Title (Goal) Mint DOIs for new content
Primary Actor user
Scope Drupal
Level Medium
Story I am a user creating a new repository object, I want to be able to mint a new DOI automatically from the submission form.

Implementation ideas: perhaps have a DOI field that, if empty, triggers a checkbox that says "Mint DOI?" and, if checked, triggers an action at the Drupal level that farms out the DOI minting request to whatever vendor backend you have configured, and sticks the newly minted DOI in the DOI field. This should be seamless from the user's perspective, but completely configurable from the repository administrator's perspective.

@mjordan's 7.x islandora_doi_framework module provided an abstract DOI handling API and put the DataCite API specifics into a submodule so that the main module could be extended to work with other vendor backends through submodules as well (like CrossRef). This should be like that. Drupal 8's search_api and search_api_solr are another example of this pattern in practice.

My specific use case is for DOIs, but if we are trying to make this an abstract API, would it make sense to start at the level of generic identifiers that need to be minted from a third party? This would allow for the use of other DOI-like identifiers (like ARKs and Handles) too.

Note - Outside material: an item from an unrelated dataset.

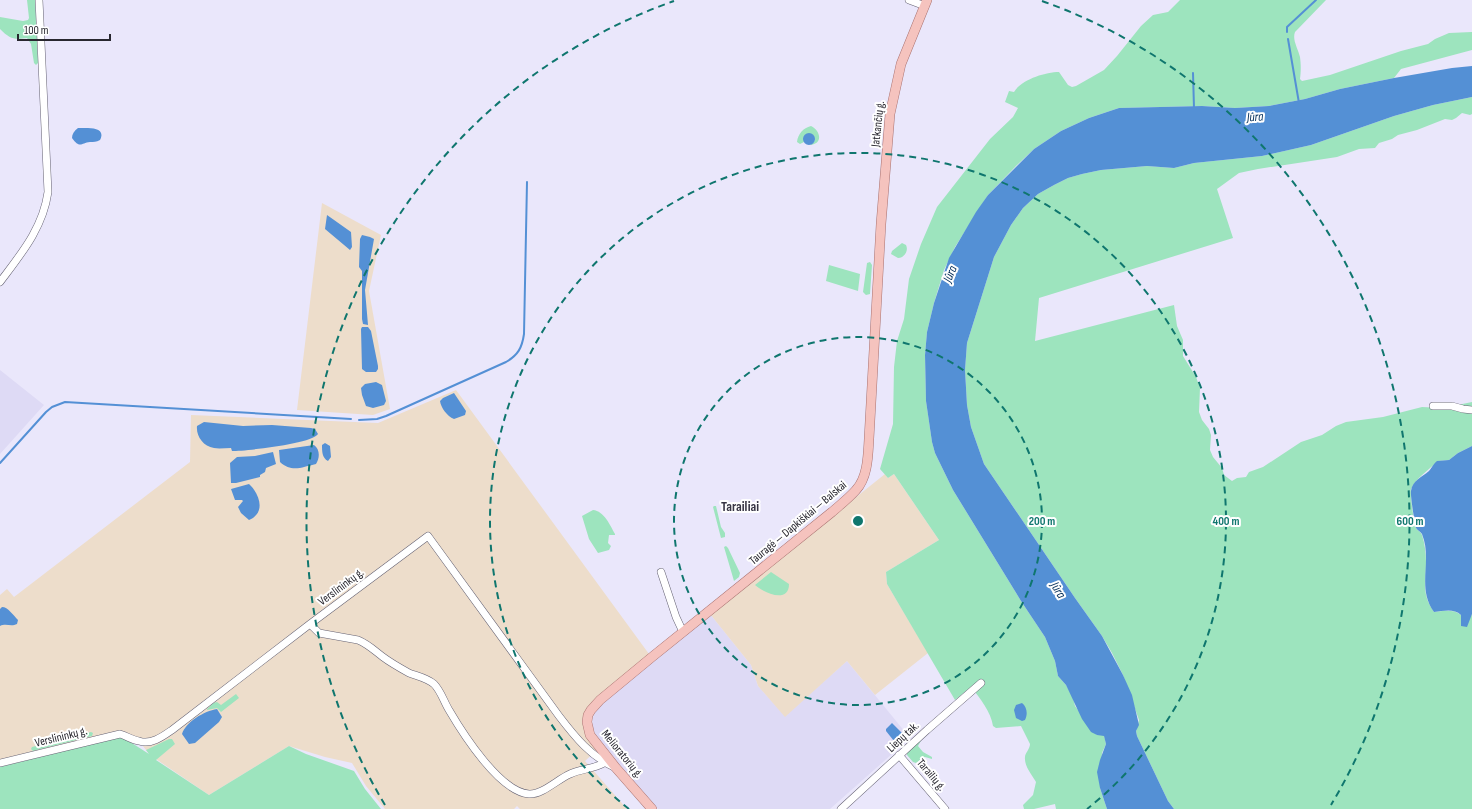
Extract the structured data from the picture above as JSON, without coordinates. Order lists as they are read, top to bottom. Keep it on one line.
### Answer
{"streets":{"main road":["Jatkančių g.","Tauragė — Dapkiškiai — Balskai","Melioratorių g."],"street":["Verslininkų g.","Liepų tak.","Tarailių g."]},"crossings":[["Jatkančių g.","Tauragė — Dapkiškiai — Balskai"],["Tauragė — Dapkiškiai — Balskai","Melioratorių g."],["Verslininkų g.","Melioratorių g."],["Liepų tak.","Tarailių g."]],"districts":["Tarailiai"],"water":["Jūra"],"scale_bar":"100 m","rings":["200 m","400 m","600 m"]}
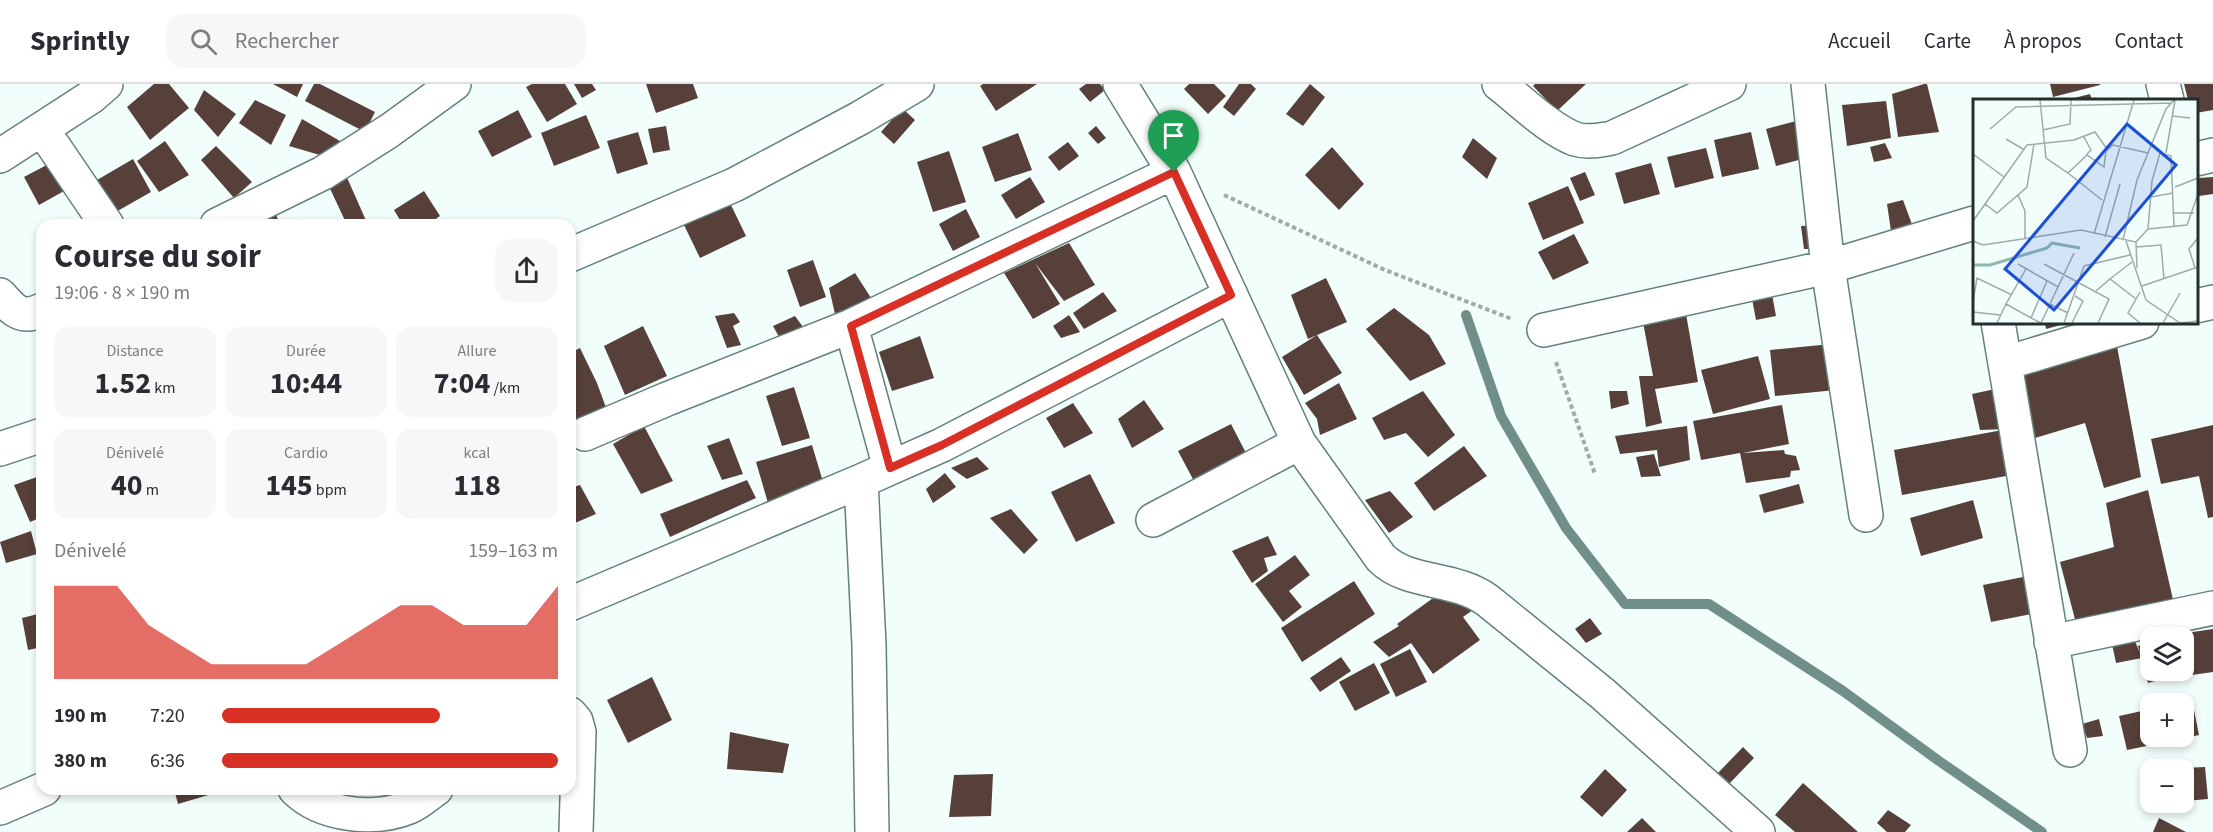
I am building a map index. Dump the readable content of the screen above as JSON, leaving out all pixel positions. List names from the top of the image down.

@bryjbrown absolutely make this generic for identifiers. Making an easy way to mint ARKs for repository objects was already on our local feature list for future development. I was also going to have it update the object's alias.

We "mediate" minting of DOIs, where an admin does it after submission as part of a workflow, so as a variation of this use case I'd like to suggest:

Title (Goal) Mint DOIs for new content
Primary Actor admin/privileged user
Scope Drupal
Level Medium
Story I am a sufficiently privileged user, and as part of my workflow I need to generate a DOI for an already-submitted article, independent of the user who submitted the object.

For the record, here's the repo for the 7.x module: https://github.com/SFULibrary/islandora_doi_framework.

Should DOIs/ARKs be indexed in triple store instead of Drupal urls?

Would we use it in establishing internal relationships (ex for taxonomies)?

@Natkeeran good question, and it would make sense to do that, but if we use a DOI, etc. all calls to it would be dereferenced back to Drupal with a 302 (or some other type of redirect). If the DOI's target URL ever got stale (this happens), the redirect would likely result in a 404. So I'd vote for no, not replacing Drupal URLs in the triplestore with DOIs/ARKS or using them for internal relationships.

So I'm trying to flex my nascent Drupal 8 muscles and figure out the best way this could be implemented. Here are my thoughts so far:

  1. The preferred nomenclature for things like DOIs, ARKs & Handles seems to be PIDs (persistent identifiers). This term has some baggage in the Islandora community, but considering the general nature of the term I don't think it should stand in the way of us using it if it is indeed the right word to use to refer to all of these mintable external PURL-esque IDs.

  2. Perhaps the best way to do what we want in D8 is to provide a PID handling service. The service should be able to take a node's metadata and mint a PID for it, or take a PID and return metadata about it. We could have a generic abstract PID service that provides a standard interface, and then make instantiatable subclasses (subservices?) of that PID service for specific types of PIDs like DOIs, ARKs, and Handles.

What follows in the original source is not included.